There are some who believe a specter is haunting our marketplace and its name is Zenefits. Zenefits purports to offer a free Web-based human resources management platform to any company that wants it.
It then attempts to use that platform to sell various HR–related products, primary among them group health benefits products. Zenefits’ CEO argues the employer-provided healthcare market is ripe for a revolution, and he intends to lead it.
The most recent development occurred April 13 when Utah Gov. Gary Herbert signed a law now being touted as a special Zenefits exception to the state’s anti-rebating regime. Specifically, the bill (Utah H.B. 141) amends Utah’s rules to allow an insurance agent, broker or consultant to provide goods or services free of charge (or for less than fair market value) provided four things are true:
- The goods or services are available on the same terms to anyone.
- Receipt is not contingent on the sale, renewal, termination or price quote of or for an insurance contract.
- There is no subsequent retroactive charge based on the occurrence or non-occurrence of an event subsequent to receipt of the goods or services.
- The recipient of the goods and services receives an oral or written disclosure before an insurance solicitation indicating their receipt is not contingent on any purchase, continuation or termination of an insurance product or on receiving a quote for an insurance product.
This expands the statutory list of insurance-related services that may be provided without running afoul of Utah’s anti-rebating rules. Any agent or broker doing business in Utah can take advantage of this.
But what is the broader impact? I can think of at least two. There is an impact on other states now grappling with how the Zenefits model comports with their anti-rebating regime. And there’s a broader long-term impact on how business is done in our sector.
Impact on the States
You can read this Utah development through two lenses. It can be a march toward the inevitable liberalizing of anti-rebating regimes in the commercial insurance sector. We champion innovation and encourage the market to develop multiple models and solutions, which are good for the consumer and should be welcomed.
Or you can read Utah’s decision as a concession, realizing current anti-rebating regimes do not allow insurance brokers to offer free and discounted goods and services, even if they make the no-strings-attached offer to the general public. The only way to authorize those activities is to change anti-rebating statutes to specifically allow them.
Regulators in most states where Zenefits operates have so far taken a hands-off approach. This is consistent with a long history of non-enforcement of the anti-rebating rules in many jurisdictions. California, the biggest market in which Zenefits has been building its customer base, repealed its anti-rebating rules years ago.

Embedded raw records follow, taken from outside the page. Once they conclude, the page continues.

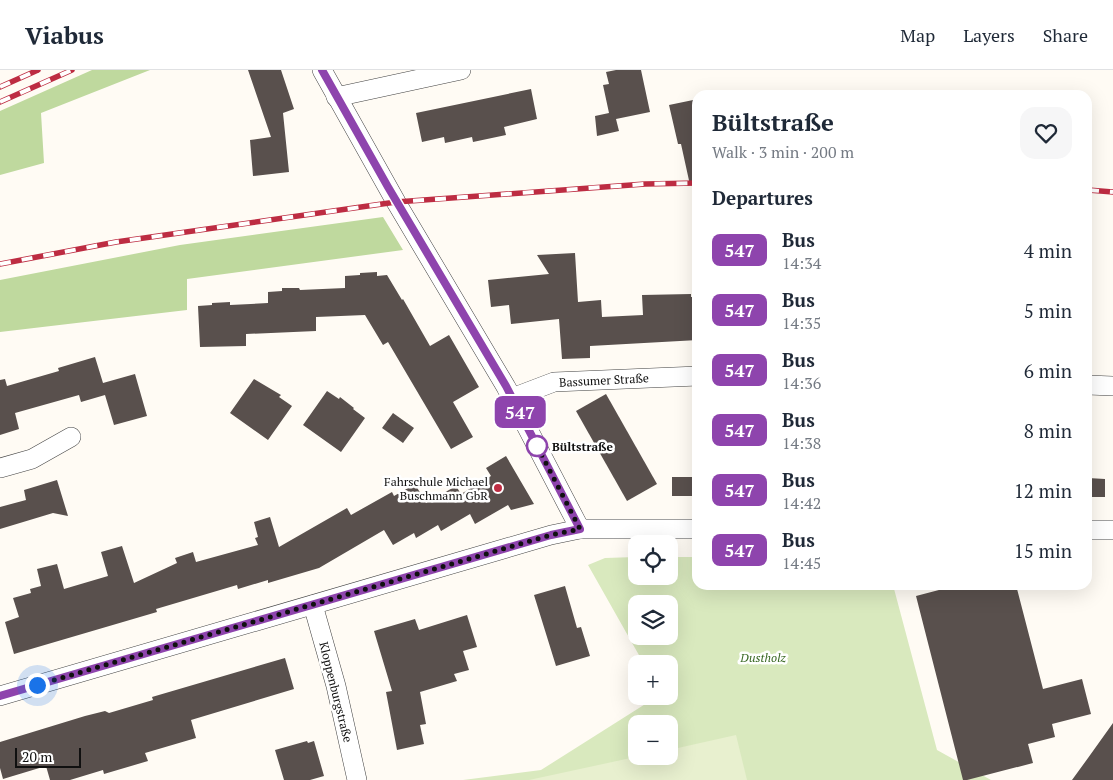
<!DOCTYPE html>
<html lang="en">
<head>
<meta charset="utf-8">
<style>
	body { margin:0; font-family:"PT Serif",serif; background:#f6f6f7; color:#1f2937; height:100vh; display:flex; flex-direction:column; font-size:19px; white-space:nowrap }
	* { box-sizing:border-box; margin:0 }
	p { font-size:16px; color:#747a83 }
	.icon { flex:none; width:28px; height:28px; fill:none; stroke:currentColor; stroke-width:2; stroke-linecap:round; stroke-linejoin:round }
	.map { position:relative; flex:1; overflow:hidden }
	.details { position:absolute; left:692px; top:20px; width:400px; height:500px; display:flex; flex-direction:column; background:#fff; border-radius:15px; box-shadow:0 5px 20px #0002 }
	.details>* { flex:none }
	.badge { padding:0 10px; border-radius:8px; font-size:18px; line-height:32px }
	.tools { position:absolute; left:628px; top:465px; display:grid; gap:10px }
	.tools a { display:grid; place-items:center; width:50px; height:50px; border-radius:10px; background:#fff; box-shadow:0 5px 20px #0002; font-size:25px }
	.scale { position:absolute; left:15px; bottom:12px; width:66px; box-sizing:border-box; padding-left:5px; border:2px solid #101010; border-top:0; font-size:14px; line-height:18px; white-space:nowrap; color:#101010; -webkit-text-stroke:4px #fff; paint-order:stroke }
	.you { position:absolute; width:25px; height:25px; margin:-12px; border:4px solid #fff; border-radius:50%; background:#1a73e8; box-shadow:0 0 0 8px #1a73e833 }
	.map>.badge { position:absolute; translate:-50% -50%; box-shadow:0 0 0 2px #fff }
	h2 { padding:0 20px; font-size:19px; line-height:45px }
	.round { display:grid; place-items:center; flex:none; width:52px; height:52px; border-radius:15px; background:#f6f6f7 }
	.headline { display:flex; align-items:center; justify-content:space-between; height:85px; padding:0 20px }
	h1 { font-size:24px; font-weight:600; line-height:38px }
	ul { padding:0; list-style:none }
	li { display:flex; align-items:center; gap:15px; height:60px; padding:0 20px }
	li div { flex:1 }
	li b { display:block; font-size:19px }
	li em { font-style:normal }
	li .badge { min-width:55px; font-weight:700; text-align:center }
	header { display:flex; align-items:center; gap:30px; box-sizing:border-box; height:70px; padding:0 25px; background:#fff; border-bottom:1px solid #e0e1e3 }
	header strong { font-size:24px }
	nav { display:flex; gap:28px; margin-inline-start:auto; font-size:18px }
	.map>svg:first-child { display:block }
</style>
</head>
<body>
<header>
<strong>Viabus</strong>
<nav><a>Map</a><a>Layers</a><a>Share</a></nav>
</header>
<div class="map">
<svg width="1113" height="710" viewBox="0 0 1113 710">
	<rect width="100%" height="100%" fill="#fffbf4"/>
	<!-- green -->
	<path fill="#d9e9be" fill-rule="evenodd" d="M 636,487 L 636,506 L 669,506 L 669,487 L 697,487 L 698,515 L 893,515 L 937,680 L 991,710 L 463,710 L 541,700 L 658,626 L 669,626 L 669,594 L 644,594 L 588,495 L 605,488 ZM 636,534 L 669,534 L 669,566 L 636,566 ZM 636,654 L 669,654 L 669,686 L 636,686 Z"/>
	<!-- forest -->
	<g fill="#bfd99e">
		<path d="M 92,0 L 150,0 L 41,43 L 44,93 L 0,105 L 0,41 Z"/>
		<path d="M 383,147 L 403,180 L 187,209 L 187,240 L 0,262 L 0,210 L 180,175 Z"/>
	</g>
	<!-- pitch -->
	<path fill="#e8f0cf" d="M 736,665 L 747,710 L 529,710 L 640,686 L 669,686 L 669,680 Z"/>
	<!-- building -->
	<g fill="#59504d">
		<path d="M 248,0 L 281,0 L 294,39 L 283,43 L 289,102 L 253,106 L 250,70 L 271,67 Z"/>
		<path d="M 616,0 L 641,0 L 650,42 L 616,49 L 619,61 L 597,66 L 595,46 L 609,43 L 603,15 L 609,14 L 606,2 Z"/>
		<path d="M 531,19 L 537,49 L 504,57 L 506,65 L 473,72 L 472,67 L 445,73 L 444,67 L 422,72 L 416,43 Z"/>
		<path d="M 698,29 L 698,115 L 690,115 L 681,74 L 678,74 L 669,35 Z"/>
		<path d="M 575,183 L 578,232 L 601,230 L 602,247 L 643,245 L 642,225 L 691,224 L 691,227 L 698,227 L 698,270 L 590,276 L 590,288 L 562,289 L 559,249 L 511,254 L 509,235 L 491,237 L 488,210 L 549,204 L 537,185 Z"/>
		<path d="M 377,202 L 377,206 L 387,205 L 402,230 L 403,229 L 430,276 L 449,265 L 479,317 L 453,332 L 473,367 L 451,379 L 388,272 L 383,275 L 365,245 L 316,247 L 316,261 L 246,264 L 246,276 L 200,277 L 198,236 L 212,235 L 212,233 L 230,232 L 230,235 L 268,233 L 268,222 L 282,221 L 282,218 L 299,218 L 300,220 L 345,218 L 345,206 L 360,205 L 360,203 Z"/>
		<path d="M 95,287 L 103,313 L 135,304 L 147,346 L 114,355 L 105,325 L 81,332 L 79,325 L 15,343 L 19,359 L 0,365 L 0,310 L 5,309 L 7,316 L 59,301 L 58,298 Z"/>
		<path d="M 254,309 L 281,325 L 279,327 L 292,336 L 268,370 L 230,343 Z"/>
		<path d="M 327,321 L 339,329 L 340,327 L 354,338 L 353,339 L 365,348 L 341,382 L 303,355 Z"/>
		<path d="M 606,324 L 657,414 L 627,431 L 576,341 Z"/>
		<path d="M 393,343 L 414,358 L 403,373 L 382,358 Z"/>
		<path d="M 506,386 L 534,434 L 511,440 L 508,435 L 475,454 L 470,444 L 441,461 L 438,455 L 416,468 L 414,463 L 393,475 L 384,460 L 319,498 L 268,513 L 268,510 L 238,519 L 237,515 L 156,539 L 157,542 L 14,584 L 5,552 L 19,547 L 13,528 L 31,523 L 30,519 L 41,516 L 37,499 L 57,494 L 64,519 L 108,506 L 101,482 L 122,476 L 134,513 L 177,493 L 175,488 L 193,482 L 196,492 L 258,475 L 255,468 L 258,467 L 254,452 L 270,447 L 279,477 L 347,438 L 351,445 L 392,422 L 394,426 L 415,414 L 426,433 L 456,416 L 461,424 L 491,406 L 486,398 Z"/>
		<rect x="672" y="407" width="26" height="19"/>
		<path d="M 1088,408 L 1105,409 L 1105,427 L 1088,427 Z"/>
		<path d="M 57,410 L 68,446 L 53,443 L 0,459 L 0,437 L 26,430 L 24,420 Z"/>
		<path d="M 958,515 L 1016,515 L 1043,619 L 1082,609 L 1091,644 L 1052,654 L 1055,667 L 1028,674 L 1033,693 L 967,710 L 963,710 L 916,526 Z"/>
		<path d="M 565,516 L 577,558 L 581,557 L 590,586 L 556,596 L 534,525 Z"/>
		<path d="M 467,545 L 477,577 L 463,581 L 469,600 L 454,604 L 457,611 L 420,622 L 426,654 L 420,655 L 424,674 L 397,680 L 386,622 L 392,621 L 374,561 L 415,549 L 419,560 Z"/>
		<path d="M 285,588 L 294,619 L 191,650 L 196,668 L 145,683 L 148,691 L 104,704 L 103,700 L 70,710 L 50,710 L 46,696 L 3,709 L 0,698 L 0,672 L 85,646 L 105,641 L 109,643 L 153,630 L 152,627 Z"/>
		<path d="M 1113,653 L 1113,710 L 1072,710 L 1088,688 Z"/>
		<path d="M 307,671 L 308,673 L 314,671 L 324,706 L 310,710 L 284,710 L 275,680 Z"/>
	</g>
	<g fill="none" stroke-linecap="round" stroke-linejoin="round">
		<defs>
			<g id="minor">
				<path d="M 322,0 L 396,132 L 506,317 L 580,459"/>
				<path d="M 336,27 L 461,0"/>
				<path d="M 1088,315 L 1113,316"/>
				<path d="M 512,328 L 554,312 L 698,306"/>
				<path d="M 0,398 L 32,389 L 71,367"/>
				<path d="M 1088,460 L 1113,460"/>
				<path d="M 313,535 L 336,616 L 357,710"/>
				<path d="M 0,626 L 551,465 L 580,459 L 698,459"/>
			</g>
		</defs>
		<!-- minor casing -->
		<use href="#minor" stroke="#434343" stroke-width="20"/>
		<!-- minor -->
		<use href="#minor" stroke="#fff" stroke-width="19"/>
		<defs>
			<g id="rail">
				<path d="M 0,17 L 38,0"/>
				<path d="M 0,32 L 72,0"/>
				<path d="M 1088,120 L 1113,122"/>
				<path d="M 0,194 L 116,172 L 396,132 L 645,114 L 698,113"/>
			</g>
		</defs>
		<!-- rail casing -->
		<use href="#rail" stroke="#bd2c42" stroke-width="5.5"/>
		<!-- rail -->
		<use href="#rail" stroke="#fff" stroke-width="4" stroke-dasharray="11" stroke-linecap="butt"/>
	</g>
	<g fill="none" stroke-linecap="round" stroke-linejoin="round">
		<defs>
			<path id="line" d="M 0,626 L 551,465 L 580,459 L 506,316 L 388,117 L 322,0"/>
		</defs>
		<!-- line casing -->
		<use href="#line" stroke="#fff" stroke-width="11"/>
		<!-- line -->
		<use href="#line" stroke="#8e44ad" stroke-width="8"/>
		<!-- walk -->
		<path stroke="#101010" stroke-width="5" stroke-dasharray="0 9" d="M 37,615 L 551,465 L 580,459 L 537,376"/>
	</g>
	<!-- markers -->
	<circle fill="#fff" stroke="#8e44ad" stroke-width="2.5" cx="537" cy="376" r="10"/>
	<circle fill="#bd2c42" stroke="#fff" stroke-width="2" cx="498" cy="418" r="5"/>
	<g text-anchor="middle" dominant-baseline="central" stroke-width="5" stroke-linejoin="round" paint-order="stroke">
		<!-- street labels -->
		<g font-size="12" fill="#101010" stroke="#fff">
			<text transform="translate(604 310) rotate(-3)">Bassumer Straße</text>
			<text transform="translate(336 622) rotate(76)">Kloppenburgstraße</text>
		</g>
		<!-- stop labels -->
		<g font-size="12" font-weight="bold" fill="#101010" stroke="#fff" text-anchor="start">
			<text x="552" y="376">Bültstraße</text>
		</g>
		<!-- poi labels -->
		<g font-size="12" fill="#101010" stroke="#fff" text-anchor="end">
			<text x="488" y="411">Fahrschule Michael<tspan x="488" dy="14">Buschmann GbR</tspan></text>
		</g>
		<!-- park labels -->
		<g font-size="12" font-style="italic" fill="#376722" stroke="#fff">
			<text x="763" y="587">Dustholz</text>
		</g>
	</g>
</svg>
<div class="tools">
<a><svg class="icon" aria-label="locate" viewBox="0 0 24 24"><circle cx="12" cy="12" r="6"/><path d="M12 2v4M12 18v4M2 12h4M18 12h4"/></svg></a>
<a><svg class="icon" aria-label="layers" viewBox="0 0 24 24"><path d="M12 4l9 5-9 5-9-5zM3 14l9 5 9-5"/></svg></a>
<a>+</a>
<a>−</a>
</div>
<div class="scale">20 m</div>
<div class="you" style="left:37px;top:615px"></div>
<b class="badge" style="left:520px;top:342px;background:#8e44ad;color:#fff">547</b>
<section class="details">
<div class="headline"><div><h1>Bültstraße</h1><p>Walk · 3 min · 200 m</p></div><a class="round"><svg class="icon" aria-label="heart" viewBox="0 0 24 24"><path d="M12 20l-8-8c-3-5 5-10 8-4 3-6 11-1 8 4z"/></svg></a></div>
<h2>Departures</h2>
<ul>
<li><span class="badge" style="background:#8e44ad;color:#fff">547</span><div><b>Bus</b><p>14:34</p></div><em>4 min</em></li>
<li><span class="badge" style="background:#8e44ad;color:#fff">547</span><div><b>Bus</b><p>14:35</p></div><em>5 min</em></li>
<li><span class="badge" style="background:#8e44ad;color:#fff">547</span><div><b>Bus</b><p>14:36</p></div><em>6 min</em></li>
<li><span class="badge" style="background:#8e44ad;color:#fff">547</span><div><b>Bus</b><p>14:38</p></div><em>8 min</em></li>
<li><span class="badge" style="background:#8e44ad;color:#fff">547</span><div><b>Bus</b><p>14:42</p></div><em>12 min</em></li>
<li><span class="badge" style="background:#8e44ad;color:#fff">547</span><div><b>Bus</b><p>14:45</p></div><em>15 min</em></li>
</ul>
</section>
</div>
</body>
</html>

Unfortunately, as we have seen over time, a practice of regulatory non-enforcement can change abruptly and without warning.
My inbox has begun to fill up with guidance for dealing with the evolving marketplace. I would argue the Zenefits model is not revolutionary but is another in a series of efforts, going back more than two decades, that attempt to commoditize segments of our markets. There are plenty of non-producer assisted options in the marketplace for those who feel they don’t need advice. Zenefits is just the latest.
The cornerstone of the value proposition our Council members offer, however, is advice and guidance. You want and need to supplement this with products and services that make your firms financially robust. But for us the advice and guidance has become the lead draw. Many member firms distinguish themselves based on your expertise or the advisory model you offer. And you compete on that.
I do not view Zenefits as disrupting that evolution. Instead, it’s enhancing it for us, forcing us to identify our competitive advantages and to use them on behalf of our clients, who want and need the expertise and wisdom we offer. And that’s something that can’t be displaced with an algorithm.